Restate exactly the lines of the entries below, beginning with the first and ending with the line that holds "position:relative; width:1436px; height:710px;". Pictures are not copied.
────
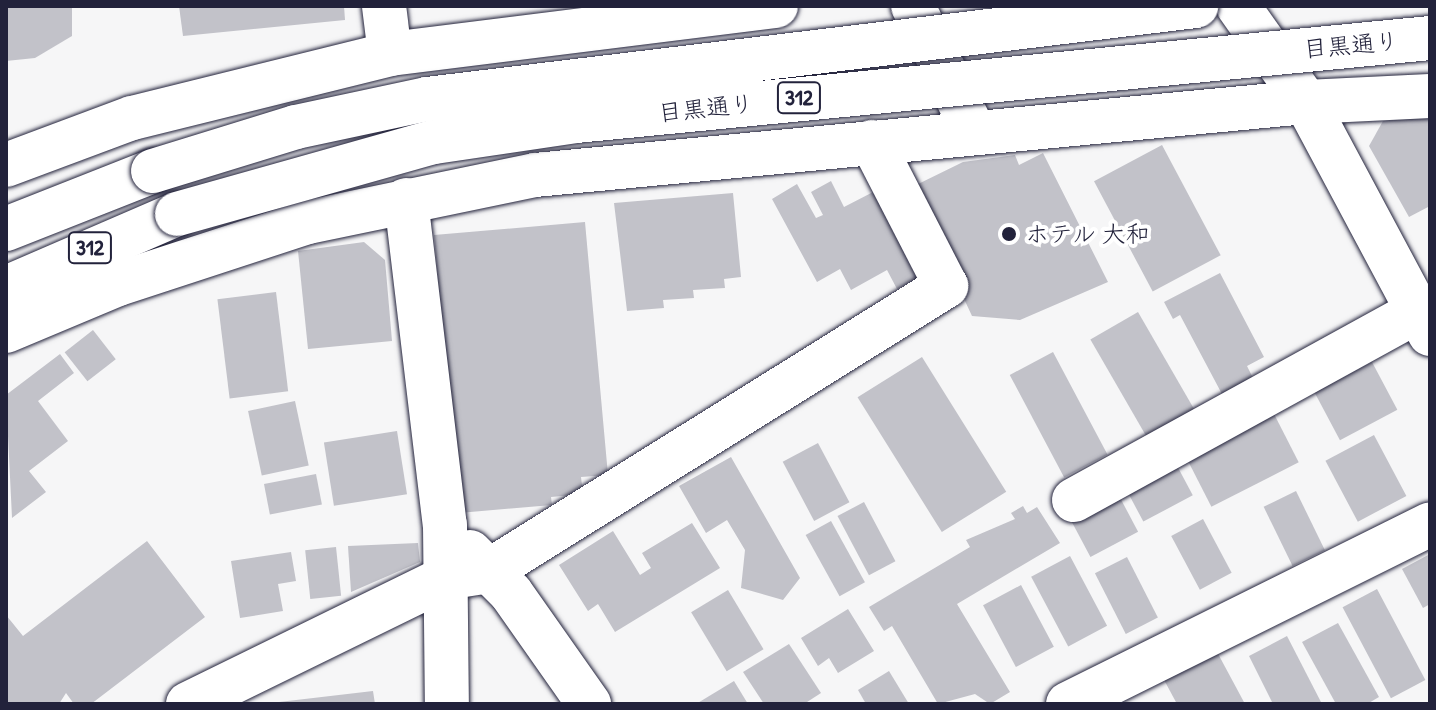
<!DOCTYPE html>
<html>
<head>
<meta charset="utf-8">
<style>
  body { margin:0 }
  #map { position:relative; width:1436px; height:710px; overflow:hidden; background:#f6f6f7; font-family:"Patrick Hand","Klee One",sans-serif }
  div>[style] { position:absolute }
  .building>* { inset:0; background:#c2c2c9; transform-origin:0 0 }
  .roads { filter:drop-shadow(0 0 2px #22223b) drop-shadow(0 0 2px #22223b) }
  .minor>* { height:44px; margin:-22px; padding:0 22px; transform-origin:22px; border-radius:22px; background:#fff }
  .major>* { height:44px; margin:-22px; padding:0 22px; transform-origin:22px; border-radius:22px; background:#fff }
  .bridges { filter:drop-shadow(0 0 2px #22223b) drop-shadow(0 0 2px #22223b) }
  .major-bridge>* { height:44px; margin:-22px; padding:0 22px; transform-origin:22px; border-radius:22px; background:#fff }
  .dots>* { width:22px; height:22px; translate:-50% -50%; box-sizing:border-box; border:4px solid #fff; border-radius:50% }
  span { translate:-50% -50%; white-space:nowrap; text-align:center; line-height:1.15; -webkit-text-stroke:8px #fff; paint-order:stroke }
  .shield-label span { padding:2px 6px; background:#fff; border:2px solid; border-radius:6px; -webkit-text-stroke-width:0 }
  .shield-label { font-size:22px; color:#22223b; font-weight:700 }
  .street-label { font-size:24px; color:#22223b }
  .poi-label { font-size:24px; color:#22223b }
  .left { translate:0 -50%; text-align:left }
  .frame { position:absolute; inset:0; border:8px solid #22223b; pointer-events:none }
</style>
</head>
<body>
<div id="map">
  <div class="building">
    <div style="clip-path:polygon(6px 6px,72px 6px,72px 36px,35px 58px,6px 61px)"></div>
    <div style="clip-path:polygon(179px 6px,344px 6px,345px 20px,183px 36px)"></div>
    <div style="clip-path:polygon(1430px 117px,1430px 206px,1409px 217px,1369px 146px,1383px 121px)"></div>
    <div style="left:1162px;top:145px;width:125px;height:77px;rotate:62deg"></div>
    <div style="clip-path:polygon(1043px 153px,1108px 282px,1020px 320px,972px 316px,912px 187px,963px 162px,1015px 155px,1019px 165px)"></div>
    <div style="clip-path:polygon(831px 181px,844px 207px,877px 190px,920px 269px,917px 279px,897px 289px,887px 270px,851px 290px,840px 269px,817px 282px,772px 199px,797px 184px,816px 218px,823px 215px,811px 192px)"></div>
    <div style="clip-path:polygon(733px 193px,741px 277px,724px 279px,725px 288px,693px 290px,694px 298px,663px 300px,664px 308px,627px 311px,614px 203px)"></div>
    <div style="clip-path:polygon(585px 222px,608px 475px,581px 477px,583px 494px,551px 497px,552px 505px,459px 513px,434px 235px)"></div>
    <div style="clip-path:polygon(364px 242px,385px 260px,392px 341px,308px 349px,298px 251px)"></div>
    <div style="clip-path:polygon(1220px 273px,1264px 357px,1247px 366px,1254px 380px,1223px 396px,1180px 315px,1173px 319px,1164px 302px)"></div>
    <div style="left:276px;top:292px;width:100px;height:59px;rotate:83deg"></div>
    <div style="left:1138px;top:312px;width:115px;height:55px;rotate:60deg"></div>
    <div style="left:93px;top:330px;width:37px;height:36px;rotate:52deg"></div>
    <div style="left:1053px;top:352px;width:116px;height:49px;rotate:62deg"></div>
    <div style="clip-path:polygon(60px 354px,74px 373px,38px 401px,68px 441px,29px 471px,46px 492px,12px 518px,6px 395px)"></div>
    <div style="left:922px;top:357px;width:159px;height:76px;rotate:58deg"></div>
    <div style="left:1372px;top:362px;width:54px;height:65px;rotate:62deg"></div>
    <div style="left:295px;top:401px;width:66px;height:48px;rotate:78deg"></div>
    <div style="left:1271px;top:408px;width:61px;height:98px;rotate:63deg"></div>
    <div style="left:397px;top:431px;width:64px;height:74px;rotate:81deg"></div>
    <div style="left:1374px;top:435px;width:69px;height:55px;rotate:62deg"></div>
    <div style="left:818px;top:443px;width:67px;height:40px;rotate:62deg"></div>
    <div style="clip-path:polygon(731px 457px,800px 578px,783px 600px,741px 588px,745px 550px,727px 520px,706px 533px,679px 486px)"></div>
    <div style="left:1174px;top:460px;width:40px;height:56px;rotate:62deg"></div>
    <div style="left:316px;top:474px;width:31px;height:53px;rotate:79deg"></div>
    <div style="left:1296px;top:491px;width:66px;height:36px;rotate:64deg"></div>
    <div style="left:1117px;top:492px;width:45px;height:54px;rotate:62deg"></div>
    <div style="left:864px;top:502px;width:67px;height:30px;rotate:62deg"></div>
    <div style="clip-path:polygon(1023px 506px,1027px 513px,1037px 507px,1060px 543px,957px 604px,1010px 692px,990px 704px,975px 694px,938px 704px,892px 626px,884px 631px,869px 607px,970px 547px,966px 540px,1015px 519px,1011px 513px)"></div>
    <div style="left:1203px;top:519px;width:61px;height:36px;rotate:62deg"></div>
    <div style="left:831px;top:521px;width:70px;height:29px;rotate:61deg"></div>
    <div style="clip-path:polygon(692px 523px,720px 568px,615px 632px,598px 604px,588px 611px,559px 565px,613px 531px,640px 575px,651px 568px,642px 553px)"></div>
    <div style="clip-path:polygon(147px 541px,205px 617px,91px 704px,74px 704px,66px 693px,59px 704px,6px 704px,6px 615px,23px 636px)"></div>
    <div style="clip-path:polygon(418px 543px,420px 562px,351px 592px,348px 546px)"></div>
    <div style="left:336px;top:547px;width:49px;height:31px;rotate:84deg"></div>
    <div style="clip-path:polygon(291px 552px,296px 581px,278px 584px,283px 611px,240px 618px,231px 561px)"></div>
    <div style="clip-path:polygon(1430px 554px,1430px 604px,1423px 608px,1402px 569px)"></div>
    <div style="left:1070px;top:556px;width:79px;height:44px;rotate:62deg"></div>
    <div style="left:1127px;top:557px;width:68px;height:36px;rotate:63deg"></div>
    <div style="left:1021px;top:585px;width:70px;height:43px;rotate:62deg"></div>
    <div style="left:1377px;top:589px;width:103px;height:39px;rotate:62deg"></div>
    <div style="left:728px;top:590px;width:69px;height:43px;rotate:59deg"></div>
    <div style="clip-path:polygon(848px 609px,874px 651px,838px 673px,829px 658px,818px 666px,801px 638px)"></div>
    <div style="clip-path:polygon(1338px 623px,1379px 697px,1367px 704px,1336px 704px,1302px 642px)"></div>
    <div style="clip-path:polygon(1287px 636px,1322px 704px,1273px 704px,1249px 656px)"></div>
    <div style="clip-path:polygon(789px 644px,821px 693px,804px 704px,764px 704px,743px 672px)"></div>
    <div style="clip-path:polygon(1216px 650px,1245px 704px,1177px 704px,1163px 678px)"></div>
    <div style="clip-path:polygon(889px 671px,909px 704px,866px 704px,858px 690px)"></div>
    <div style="clip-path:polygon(734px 681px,748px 704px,696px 704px)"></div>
    <div style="clip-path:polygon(373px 691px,375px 704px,279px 704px,279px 702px)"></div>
  </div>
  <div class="roads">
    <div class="minor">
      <div style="left:384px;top:6px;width:48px;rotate:82.9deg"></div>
      <div style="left:913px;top:6px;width:140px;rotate:64.2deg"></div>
      <div style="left:1238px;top:6px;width:118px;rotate:54.7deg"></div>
      <div style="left:1306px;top:102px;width:263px;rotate:61.9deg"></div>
      <div style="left:1306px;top:102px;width:124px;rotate:-2.8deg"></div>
      <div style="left:406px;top:200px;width:327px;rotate:83.2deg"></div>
      <div style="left:445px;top:525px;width:179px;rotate:89.4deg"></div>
      <div style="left:1074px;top:500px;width:393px;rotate:-28.8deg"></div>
      <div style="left:470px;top:552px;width:58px;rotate:45deg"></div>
      <div style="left:511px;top:593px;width:136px;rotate:54.9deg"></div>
      <div style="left:188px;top:704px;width:286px;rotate:-26.1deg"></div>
      <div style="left:445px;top:578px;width:45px;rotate:-9deg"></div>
      <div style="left:489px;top:571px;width:539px;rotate:-31.95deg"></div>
      <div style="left:946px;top:286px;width:162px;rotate:-117.2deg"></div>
      <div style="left:1068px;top:704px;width:404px;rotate:-26.4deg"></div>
    </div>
    <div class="major">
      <div style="left:6px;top:165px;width:134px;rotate:-20.5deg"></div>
      <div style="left:132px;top:118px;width:266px;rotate:-13.9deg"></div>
      <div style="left:390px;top:54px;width:389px;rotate:-7.1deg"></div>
      <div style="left:6px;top:229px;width:158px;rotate:-21.5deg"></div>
      <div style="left:6px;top:288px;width:186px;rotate:-23.4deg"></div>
      <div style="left:6px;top:331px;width:121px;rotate:-22.8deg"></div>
      <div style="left:118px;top:284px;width:200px;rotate:-18.1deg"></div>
      <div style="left:308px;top:222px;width:232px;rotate:-11.7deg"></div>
      <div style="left:535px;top:175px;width:774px;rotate:-5.41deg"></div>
    </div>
  </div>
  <div class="bridges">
    <div class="major-bridge">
      <div style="left:153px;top:171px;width:150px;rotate:-17.1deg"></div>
      <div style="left:296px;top:127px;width:134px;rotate:-12.1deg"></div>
      <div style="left:427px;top:99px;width:775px;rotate:-6.9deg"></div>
      <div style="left:177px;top:214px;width:267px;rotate:-15.7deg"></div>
      <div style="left:434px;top:142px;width:144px;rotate:-8.4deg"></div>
      <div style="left:576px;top:121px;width:858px;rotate:-5.55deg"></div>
    </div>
  </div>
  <div class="dots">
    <div style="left:1009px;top:234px;background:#22223b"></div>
  </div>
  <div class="shield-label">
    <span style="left:799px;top:98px">312</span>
    <span style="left:90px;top:248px">312</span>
  </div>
  <div class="street-label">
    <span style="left:1351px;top:45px;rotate:-5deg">目黒通り</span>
    <span style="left:706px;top:108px;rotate:-6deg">目黒通り</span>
  </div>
  <div class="poi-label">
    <span class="left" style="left:1025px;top:234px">ホテル 大和</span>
  </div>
  <div class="frame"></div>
</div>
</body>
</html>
────
▶ _Task result_:
<!DOCTYPE html>
<html>
<head>
<meta charset="utf-8">
<style>
  body { margin:0 }
  #map { position:relative; width:1436px; height:710px; overflow:hidden; background:#f6f6f7; font-family:"Patrick Hand","Klee One",sans-serif }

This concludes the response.